> **Problem to work on**
Extract each line from the entries below that has the string "fillStyle" in it.

[Dataset entries]
#####

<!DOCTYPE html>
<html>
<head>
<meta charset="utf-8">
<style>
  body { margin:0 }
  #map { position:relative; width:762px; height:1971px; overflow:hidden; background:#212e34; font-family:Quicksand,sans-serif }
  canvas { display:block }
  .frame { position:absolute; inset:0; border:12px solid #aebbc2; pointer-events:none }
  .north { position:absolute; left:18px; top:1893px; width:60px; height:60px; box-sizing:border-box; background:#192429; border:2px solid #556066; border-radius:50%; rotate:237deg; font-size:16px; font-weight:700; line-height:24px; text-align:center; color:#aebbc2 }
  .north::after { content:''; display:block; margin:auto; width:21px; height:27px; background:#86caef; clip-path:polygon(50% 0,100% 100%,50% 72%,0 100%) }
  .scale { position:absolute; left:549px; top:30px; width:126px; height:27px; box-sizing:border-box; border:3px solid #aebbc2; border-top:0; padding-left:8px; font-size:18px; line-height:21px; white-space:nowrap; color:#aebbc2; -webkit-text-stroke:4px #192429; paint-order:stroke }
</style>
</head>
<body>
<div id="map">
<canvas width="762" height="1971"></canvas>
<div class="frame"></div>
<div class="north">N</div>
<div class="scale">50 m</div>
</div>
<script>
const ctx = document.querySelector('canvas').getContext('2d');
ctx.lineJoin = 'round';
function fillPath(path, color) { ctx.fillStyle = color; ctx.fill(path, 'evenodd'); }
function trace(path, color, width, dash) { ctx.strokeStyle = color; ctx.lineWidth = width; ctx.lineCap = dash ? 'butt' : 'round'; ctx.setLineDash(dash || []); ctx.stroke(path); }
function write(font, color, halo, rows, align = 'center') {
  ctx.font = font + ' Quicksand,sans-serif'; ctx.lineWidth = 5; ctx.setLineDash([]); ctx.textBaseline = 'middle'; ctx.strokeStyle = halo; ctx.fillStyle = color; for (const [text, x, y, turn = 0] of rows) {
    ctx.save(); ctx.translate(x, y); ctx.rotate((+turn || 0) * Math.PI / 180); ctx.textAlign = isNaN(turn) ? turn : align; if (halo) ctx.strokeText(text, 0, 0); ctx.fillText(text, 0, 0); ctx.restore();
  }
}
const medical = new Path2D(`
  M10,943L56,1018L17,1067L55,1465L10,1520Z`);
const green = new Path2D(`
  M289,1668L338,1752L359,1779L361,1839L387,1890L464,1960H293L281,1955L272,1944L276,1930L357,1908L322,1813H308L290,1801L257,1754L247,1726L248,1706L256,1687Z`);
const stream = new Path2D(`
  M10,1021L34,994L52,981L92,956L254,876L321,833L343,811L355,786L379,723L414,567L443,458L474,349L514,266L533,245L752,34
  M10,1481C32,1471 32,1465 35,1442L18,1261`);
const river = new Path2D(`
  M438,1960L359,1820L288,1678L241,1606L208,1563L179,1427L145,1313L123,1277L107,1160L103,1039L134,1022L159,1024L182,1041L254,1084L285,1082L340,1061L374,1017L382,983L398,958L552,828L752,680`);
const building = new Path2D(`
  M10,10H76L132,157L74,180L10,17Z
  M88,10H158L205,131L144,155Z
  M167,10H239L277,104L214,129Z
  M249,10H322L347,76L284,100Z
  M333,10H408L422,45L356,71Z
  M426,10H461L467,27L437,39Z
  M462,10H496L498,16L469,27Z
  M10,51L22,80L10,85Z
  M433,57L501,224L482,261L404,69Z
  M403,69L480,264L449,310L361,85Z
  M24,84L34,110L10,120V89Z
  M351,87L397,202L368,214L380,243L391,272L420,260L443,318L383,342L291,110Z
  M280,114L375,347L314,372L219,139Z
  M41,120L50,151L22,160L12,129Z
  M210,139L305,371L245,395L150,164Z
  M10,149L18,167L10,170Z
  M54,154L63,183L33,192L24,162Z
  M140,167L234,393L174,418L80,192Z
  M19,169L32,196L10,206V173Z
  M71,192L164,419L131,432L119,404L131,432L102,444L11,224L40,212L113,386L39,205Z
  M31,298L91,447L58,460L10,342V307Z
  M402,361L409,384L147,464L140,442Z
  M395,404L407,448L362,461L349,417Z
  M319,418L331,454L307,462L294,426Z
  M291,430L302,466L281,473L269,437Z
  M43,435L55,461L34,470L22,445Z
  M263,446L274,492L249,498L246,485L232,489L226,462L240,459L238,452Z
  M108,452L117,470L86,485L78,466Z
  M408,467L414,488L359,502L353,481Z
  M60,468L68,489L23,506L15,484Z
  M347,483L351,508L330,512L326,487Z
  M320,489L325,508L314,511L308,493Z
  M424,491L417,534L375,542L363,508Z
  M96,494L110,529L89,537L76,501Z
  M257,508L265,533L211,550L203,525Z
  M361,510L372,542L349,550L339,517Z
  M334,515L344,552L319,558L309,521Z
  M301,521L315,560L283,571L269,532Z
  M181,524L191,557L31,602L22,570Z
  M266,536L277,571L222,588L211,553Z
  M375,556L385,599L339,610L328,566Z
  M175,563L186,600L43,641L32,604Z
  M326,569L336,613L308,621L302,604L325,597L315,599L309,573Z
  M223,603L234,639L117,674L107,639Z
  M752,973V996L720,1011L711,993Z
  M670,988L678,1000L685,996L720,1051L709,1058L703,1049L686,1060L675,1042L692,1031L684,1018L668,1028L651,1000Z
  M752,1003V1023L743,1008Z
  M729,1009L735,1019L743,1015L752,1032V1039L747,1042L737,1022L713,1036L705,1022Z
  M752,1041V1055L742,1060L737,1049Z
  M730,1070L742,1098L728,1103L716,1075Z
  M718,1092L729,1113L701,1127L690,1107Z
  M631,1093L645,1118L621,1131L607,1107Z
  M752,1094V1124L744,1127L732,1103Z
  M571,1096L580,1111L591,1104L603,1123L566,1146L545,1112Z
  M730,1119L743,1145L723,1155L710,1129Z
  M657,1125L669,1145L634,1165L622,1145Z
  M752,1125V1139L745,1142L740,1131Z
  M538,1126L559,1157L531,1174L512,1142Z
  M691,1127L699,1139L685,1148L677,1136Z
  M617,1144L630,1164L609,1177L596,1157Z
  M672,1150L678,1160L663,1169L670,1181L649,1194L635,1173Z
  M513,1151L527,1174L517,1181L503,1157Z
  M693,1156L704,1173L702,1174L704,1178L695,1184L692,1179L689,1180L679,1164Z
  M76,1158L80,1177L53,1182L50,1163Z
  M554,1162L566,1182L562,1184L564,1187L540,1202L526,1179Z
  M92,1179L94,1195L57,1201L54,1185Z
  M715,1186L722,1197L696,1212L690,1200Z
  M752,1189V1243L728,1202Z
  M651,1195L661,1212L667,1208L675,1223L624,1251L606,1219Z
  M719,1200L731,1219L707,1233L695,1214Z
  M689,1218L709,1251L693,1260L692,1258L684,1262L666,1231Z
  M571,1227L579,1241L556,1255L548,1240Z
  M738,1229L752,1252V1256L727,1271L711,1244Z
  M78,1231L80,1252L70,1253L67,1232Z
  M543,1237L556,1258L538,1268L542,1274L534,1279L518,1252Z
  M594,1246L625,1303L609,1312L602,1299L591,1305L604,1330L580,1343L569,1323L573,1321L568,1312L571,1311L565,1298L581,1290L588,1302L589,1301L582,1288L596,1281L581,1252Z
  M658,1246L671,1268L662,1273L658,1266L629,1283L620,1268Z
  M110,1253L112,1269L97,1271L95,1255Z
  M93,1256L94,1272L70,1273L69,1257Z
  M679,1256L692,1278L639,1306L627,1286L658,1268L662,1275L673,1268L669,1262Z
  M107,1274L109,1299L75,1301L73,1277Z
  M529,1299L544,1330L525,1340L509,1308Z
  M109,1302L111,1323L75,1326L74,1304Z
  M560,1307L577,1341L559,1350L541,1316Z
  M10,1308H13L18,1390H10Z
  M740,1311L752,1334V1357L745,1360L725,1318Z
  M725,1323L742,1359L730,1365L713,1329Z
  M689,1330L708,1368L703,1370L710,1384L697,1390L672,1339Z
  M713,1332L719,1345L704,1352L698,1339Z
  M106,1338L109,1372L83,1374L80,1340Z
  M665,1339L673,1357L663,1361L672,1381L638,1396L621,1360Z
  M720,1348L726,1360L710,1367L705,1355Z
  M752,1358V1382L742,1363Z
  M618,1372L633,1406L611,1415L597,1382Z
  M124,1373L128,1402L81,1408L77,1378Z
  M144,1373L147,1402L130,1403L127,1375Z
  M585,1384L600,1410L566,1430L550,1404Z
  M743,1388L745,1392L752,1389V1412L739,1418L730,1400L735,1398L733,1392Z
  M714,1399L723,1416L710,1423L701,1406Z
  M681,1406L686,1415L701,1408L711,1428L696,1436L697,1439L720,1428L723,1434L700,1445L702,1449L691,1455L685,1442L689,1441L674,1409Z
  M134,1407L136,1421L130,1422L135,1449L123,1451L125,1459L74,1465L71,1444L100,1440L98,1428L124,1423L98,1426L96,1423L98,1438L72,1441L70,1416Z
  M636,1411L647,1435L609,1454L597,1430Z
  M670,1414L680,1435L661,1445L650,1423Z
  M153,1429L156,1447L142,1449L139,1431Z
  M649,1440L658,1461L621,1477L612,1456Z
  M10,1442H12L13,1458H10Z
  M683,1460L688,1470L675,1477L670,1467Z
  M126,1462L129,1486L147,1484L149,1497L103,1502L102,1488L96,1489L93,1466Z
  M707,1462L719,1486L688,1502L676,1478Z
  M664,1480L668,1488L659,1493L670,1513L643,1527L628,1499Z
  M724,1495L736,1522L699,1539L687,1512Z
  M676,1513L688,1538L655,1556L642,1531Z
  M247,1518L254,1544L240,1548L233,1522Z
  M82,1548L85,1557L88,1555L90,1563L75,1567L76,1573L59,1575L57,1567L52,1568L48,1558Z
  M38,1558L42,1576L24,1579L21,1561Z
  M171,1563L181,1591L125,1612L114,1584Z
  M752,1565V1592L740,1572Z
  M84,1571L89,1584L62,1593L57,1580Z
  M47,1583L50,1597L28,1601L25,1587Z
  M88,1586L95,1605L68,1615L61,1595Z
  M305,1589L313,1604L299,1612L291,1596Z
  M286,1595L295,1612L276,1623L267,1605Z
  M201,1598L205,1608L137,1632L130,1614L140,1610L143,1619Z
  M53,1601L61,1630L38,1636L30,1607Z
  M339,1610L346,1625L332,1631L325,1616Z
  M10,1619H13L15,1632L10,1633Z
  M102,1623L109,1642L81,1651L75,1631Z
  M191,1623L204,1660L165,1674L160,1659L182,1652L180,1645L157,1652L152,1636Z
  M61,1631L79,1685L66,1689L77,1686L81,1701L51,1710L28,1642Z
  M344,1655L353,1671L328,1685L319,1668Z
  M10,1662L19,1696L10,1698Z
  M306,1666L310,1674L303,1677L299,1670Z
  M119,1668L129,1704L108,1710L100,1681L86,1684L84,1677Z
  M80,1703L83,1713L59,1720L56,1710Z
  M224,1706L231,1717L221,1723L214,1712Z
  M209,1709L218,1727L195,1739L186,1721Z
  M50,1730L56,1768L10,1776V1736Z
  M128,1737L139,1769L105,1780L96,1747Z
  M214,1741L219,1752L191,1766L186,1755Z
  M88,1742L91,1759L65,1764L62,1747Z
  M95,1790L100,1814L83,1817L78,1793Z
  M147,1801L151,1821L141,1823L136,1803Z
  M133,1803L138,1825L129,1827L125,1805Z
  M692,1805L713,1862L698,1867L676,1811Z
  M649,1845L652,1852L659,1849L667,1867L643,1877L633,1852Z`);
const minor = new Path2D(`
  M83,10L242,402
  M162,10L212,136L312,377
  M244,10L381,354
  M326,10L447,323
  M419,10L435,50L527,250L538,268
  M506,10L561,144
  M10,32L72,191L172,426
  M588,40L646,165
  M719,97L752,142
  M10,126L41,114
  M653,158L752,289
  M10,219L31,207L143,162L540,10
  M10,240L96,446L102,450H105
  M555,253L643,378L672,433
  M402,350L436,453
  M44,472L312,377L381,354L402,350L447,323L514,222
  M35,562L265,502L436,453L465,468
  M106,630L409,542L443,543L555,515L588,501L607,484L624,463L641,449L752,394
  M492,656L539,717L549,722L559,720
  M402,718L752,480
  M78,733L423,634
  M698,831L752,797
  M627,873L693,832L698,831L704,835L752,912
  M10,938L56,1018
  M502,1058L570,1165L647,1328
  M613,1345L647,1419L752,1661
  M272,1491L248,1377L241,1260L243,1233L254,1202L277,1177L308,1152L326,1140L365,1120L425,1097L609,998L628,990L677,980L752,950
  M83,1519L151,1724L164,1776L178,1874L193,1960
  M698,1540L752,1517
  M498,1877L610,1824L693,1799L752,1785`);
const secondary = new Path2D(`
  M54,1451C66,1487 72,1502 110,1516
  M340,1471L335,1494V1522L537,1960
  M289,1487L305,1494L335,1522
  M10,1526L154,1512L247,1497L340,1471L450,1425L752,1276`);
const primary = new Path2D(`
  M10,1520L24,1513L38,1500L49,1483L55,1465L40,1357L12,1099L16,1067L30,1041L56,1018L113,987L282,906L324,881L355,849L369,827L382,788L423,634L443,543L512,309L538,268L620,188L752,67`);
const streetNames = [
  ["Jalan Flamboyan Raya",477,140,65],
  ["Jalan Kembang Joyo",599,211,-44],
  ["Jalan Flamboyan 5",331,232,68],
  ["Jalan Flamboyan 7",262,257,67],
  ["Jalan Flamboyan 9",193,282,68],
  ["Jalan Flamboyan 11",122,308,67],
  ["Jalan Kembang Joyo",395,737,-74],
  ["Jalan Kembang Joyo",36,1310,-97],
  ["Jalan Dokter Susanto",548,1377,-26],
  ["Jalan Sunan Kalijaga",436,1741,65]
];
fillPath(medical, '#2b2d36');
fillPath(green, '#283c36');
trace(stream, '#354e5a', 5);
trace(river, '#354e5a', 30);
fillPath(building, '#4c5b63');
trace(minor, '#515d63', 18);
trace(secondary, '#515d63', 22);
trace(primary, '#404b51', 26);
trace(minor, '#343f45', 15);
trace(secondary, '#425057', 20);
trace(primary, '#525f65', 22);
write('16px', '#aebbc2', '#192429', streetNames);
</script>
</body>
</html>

#####

> **Reply to the exercise**
function fillPath(path, color) { ctx.fillStyle = color; ctx.fill(path, 'evenodd'); }
  ctx.font = font + ' Quicksand,sans-serif'; ctx.lineWidth = 5; ctx.setLineDash([]); ctx.textBaseline = 'middle'; ctx.strokeStyle = halo; ctx.fillStyle = color; for (const [text, x, y, turn = 0] of rows) {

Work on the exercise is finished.